**Saved entries:**

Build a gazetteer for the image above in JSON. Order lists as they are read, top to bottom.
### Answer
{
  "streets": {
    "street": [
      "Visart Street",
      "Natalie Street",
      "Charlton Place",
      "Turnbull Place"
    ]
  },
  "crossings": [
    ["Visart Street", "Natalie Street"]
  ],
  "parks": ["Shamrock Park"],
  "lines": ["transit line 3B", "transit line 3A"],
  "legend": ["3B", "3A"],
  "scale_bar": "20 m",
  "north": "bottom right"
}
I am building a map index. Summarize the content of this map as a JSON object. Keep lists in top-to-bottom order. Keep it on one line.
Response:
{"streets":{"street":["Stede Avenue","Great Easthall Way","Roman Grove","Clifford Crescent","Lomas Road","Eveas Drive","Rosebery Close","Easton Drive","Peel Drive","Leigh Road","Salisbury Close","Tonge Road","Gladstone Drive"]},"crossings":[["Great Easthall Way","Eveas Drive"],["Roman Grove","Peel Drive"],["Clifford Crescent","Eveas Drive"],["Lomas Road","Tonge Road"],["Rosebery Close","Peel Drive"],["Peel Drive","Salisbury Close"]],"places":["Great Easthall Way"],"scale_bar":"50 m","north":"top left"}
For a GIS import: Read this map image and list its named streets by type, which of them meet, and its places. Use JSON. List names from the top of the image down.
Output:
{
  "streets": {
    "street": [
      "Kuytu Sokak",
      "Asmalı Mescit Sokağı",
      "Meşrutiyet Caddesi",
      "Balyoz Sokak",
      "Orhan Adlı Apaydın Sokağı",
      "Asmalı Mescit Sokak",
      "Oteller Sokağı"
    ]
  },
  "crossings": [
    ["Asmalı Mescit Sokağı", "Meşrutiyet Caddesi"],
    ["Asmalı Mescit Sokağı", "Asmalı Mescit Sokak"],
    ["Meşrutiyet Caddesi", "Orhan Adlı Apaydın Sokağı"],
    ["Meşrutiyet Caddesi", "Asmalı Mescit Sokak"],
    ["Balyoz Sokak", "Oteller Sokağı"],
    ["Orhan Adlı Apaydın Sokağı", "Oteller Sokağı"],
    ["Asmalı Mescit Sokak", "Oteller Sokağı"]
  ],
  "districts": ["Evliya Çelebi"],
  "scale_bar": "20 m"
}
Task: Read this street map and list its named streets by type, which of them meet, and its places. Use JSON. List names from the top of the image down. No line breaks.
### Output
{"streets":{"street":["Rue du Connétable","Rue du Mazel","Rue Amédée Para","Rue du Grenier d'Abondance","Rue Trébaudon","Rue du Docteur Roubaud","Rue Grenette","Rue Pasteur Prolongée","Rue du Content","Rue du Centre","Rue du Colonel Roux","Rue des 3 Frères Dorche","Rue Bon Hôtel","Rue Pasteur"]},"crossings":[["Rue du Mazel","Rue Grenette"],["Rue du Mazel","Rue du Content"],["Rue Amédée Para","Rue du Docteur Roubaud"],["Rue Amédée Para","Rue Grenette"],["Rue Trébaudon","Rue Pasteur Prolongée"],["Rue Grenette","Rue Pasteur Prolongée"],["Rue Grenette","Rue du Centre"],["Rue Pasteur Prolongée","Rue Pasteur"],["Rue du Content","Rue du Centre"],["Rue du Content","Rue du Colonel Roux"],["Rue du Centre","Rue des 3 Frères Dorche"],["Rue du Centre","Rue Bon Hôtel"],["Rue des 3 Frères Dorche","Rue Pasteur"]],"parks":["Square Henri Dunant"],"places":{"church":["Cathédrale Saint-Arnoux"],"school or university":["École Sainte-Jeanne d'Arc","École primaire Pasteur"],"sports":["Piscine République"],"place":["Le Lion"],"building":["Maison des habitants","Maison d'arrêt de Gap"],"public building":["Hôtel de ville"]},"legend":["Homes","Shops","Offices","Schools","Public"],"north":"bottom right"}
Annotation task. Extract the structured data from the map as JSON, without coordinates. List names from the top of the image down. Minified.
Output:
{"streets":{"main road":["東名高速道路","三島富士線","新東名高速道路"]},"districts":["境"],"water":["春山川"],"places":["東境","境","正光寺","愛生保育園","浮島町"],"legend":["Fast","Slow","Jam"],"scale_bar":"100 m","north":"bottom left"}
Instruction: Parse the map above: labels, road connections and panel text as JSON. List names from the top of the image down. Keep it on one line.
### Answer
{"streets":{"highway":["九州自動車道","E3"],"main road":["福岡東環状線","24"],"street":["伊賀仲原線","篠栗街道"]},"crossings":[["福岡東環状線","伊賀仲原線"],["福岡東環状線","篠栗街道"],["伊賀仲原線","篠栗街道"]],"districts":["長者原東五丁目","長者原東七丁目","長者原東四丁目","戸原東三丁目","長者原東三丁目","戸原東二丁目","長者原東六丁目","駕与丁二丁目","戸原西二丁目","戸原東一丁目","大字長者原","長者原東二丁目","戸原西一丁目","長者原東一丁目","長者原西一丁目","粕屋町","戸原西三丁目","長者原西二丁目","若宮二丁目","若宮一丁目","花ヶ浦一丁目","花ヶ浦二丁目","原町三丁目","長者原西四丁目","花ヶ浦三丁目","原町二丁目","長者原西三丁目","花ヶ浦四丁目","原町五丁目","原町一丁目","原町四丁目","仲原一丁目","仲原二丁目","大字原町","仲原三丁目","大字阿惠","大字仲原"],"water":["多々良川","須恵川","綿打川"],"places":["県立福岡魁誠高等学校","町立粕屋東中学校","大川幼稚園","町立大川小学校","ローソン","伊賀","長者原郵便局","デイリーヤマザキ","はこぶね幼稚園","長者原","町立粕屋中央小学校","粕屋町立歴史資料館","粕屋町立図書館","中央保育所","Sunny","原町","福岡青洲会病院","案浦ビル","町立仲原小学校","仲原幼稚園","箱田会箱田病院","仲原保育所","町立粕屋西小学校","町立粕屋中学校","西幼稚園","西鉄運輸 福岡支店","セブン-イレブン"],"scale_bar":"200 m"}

**PROBLEM TO SOLVE:**
Write the entries out once more, exactly as they appear.

**REPLY:**
Build a gazetteer for the image above in JSON. Order lists as they are read, top to bottom.
### Answer
{
  "streets": {
    "street": [
      "Visart Street",
      "Natalie Street",
      "Charlton Place",
      "Turnbull Place"
    ]
  },
  "crossings": [
    ["Visart Street", "Natalie Street"]
  ],
  "parks": ["Shamrock Park"],
  "lines": ["transit line 3B", "transit line 3A"],
  "legend": ["3B", "3A"],
  "scale_bar": "20 m",
  "north": "bottom right"
}
I am building a map index. Summarize the content of this map as a JSON object. Keep lists in top-to-bottom order. Keep it on one line.
Response:
{"streets":{"street":["Stede Avenue","Great Easthall Way","Roman Grove","Clifford Crescent","Lomas Road","Eveas Drive","Rosebery Close","Easton Drive","Peel Drive","Leigh Road","Salisbury Close","Tonge Road","Gladstone Drive"]},"crossings":[["Great Easthall Way","Eveas Drive"],["Roman Grove","Peel Drive"],["Clifford Crescent","Eveas Drive"],["Lomas Road","Tonge Road"],["Rosebery Close","Peel Drive"],["Peel Drive","Salisbury Close"]],"places":["Great Easthall Way"],"scale_bar":"50 m","north":"top left"}
For a GIS import: Read this map image and list its named streets by type, which of them meet, and its places. Use JSON. List names from the top of the image down.
Output:
{
  "streets": {
    "street": [
      "Kuytu Sokak",
      "Asmalı Mescit Sokağı",
      "Meşrutiyet Caddesi",
      "Balyoz Sokak",
      "Orhan Adlı Apaydın Sokağı",
      "Asmalı Mescit Sokak",
      "Oteller Sokağı"
    ]
  },
  "crossings": [
    ["Asmalı Mescit Sokağı", "Meşrutiyet Caddesi"],
    ["Asmalı Mescit Sokağı", "Asmalı Mescit Sokak"],
    ["Meşrutiyet Caddesi", "Orhan Adlı Apaydın Sokağı"],
    ["Meşrutiyet Caddesi", "Asmalı Mescit Sokak"],
    ["Balyoz Sokak", "Oteller Sokağı"],
    ["Orhan Adlı Apaydın Sokağı", "Oteller Sokağı"],
    ["Asmalı Mescit Sokak", "Oteller Sokağı"]
  ],
  "districts": ["Evliya Çelebi"],
  "scale_bar": "20 m"
}
Task: Read this street map and list its named streets by type, which of them meet, and its places. Use JSON. List names from the top of the image down. No line breaks.
### Output
{"streets":{"street":["Rue du Connétable","Rue du Mazel","Rue Amédée Para","Rue du Grenier d'Abondance","Rue Trébaudon","Rue du Docteur Roubaud","Rue Grenette","Rue Pasteur Prolongée","Rue du Content","Rue du Centre","Rue du Colonel Roux","Rue des 3 Frères Dorche","Rue Bon Hôtel","Rue Pasteur"]},"crossings":[["Rue du Mazel","Rue Grenette"],["Rue du Mazel","Rue du Content"],["Rue Amédée Para","Rue du Docteur Roubaud"],["Rue Amédée Para","Rue Grenette"],["Rue Trébaudon","Rue Pasteur Prolongée"],["Rue Grenette","Rue Pasteur Prolongée"],["Rue Grenette","Rue du Centre"],["Rue Pasteur Prolongée","Rue Pasteur"],["Rue du Content","Rue du Centre"],["Rue du Content","Rue du Colonel Roux"],["Rue du Centre","Rue des 3 Frères Dorche"],["Rue du Centre","Rue Bon Hôtel"],["Rue des 3 Frères Dorche","Rue Pasteur"]],"parks":["Square Henri Dunant"],"places":{"church":["Cathédrale Saint-Arnoux"],"school or university":["École Sainte-Jeanne d'Arc","École primaire Pasteur"],"sports":["Piscine République"],"place":["Le Lion"],"building":["Maison des habitants","Maison d'arrêt de Gap"],"public building":["Hôtel de ville"]},"legend":["Homes","Shops","Offices","Schools","Public"],"north":"bottom right"}
Annotation task. Extract the structured data from the map as JSON, without coordinates. List names from the top of the image down. Minified.
Output:
{"streets":{"main road":["東名高速道路","三島富士線","新東名高速道路"]},"districts":["境"],"water":["春山川"],"places":["東境","境","正光寺","愛生保育園","浮島町"],"legend":["Fast","Slow","Jam"],"scale_bar":"100 m","north":"bottom left"}
Instruction: Parse the map above: labels, road connections and panel text as JSON. List names from the top of the image down. Keep it on one line.
### Answer
{"streets":{"highway":["九州自動車道","E3"],"main road":["福岡東環状線","24"],"street":["伊賀仲原線","篠栗街道"]},"crossings":[["福岡東環状線","伊賀仲原線"],["福岡東環状線","篠栗街道"],["伊賀仲原線","篠栗街道"]],"districts":["長者原東五丁目","長者原東七丁目","長者原東四丁目","戸原東三丁目","長者原東三丁目","戸原東二丁目","長者原東六丁目","駕与丁二丁目","戸原西二丁目","戸原東一丁目","大字長者原","長者原東二丁目","戸原西一丁目","長者原東一丁目","長者原西一丁目","粕屋町","戸原西三丁目","長者原西二丁目","若宮二丁目","若宮一丁目","花ヶ浦一丁目","花ヶ浦二丁目","原町三丁目","長者原西四丁目","花ヶ浦三丁目","原町二丁目","長者原西三丁目","花ヶ浦四丁目","原町五丁目","原町一丁目","原町四丁目","仲原一丁目","仲原二丁目","大字原町","仲原三丁目","大字阿惠","大字仲原"],"water":["多々良川","須恵川","綿打川"],"places":["県立福岡魁誠高等学校","町立粕屋東中学校","大川幼稚園","町立大川小学校","ローソン","伊賀","長者原郵便局","デイリーヤマザキ","はこぶね幼稚園","長者原","町立粕屋中央小学校","粕屋町立歴史資料館","粕屋町立図書館","中央保育所","Sunny","原町","福岡青洲会病院","案浦ビル","町立仲原小学校","仲原幼稚園","箱田会箱田病院","仲原保育所","町立粕屋西小学校","町立粕屋中学校","西幼稚園","西鉄運輸 福岡支店","セブン-イレブン"],"scale_bar":"200 m"}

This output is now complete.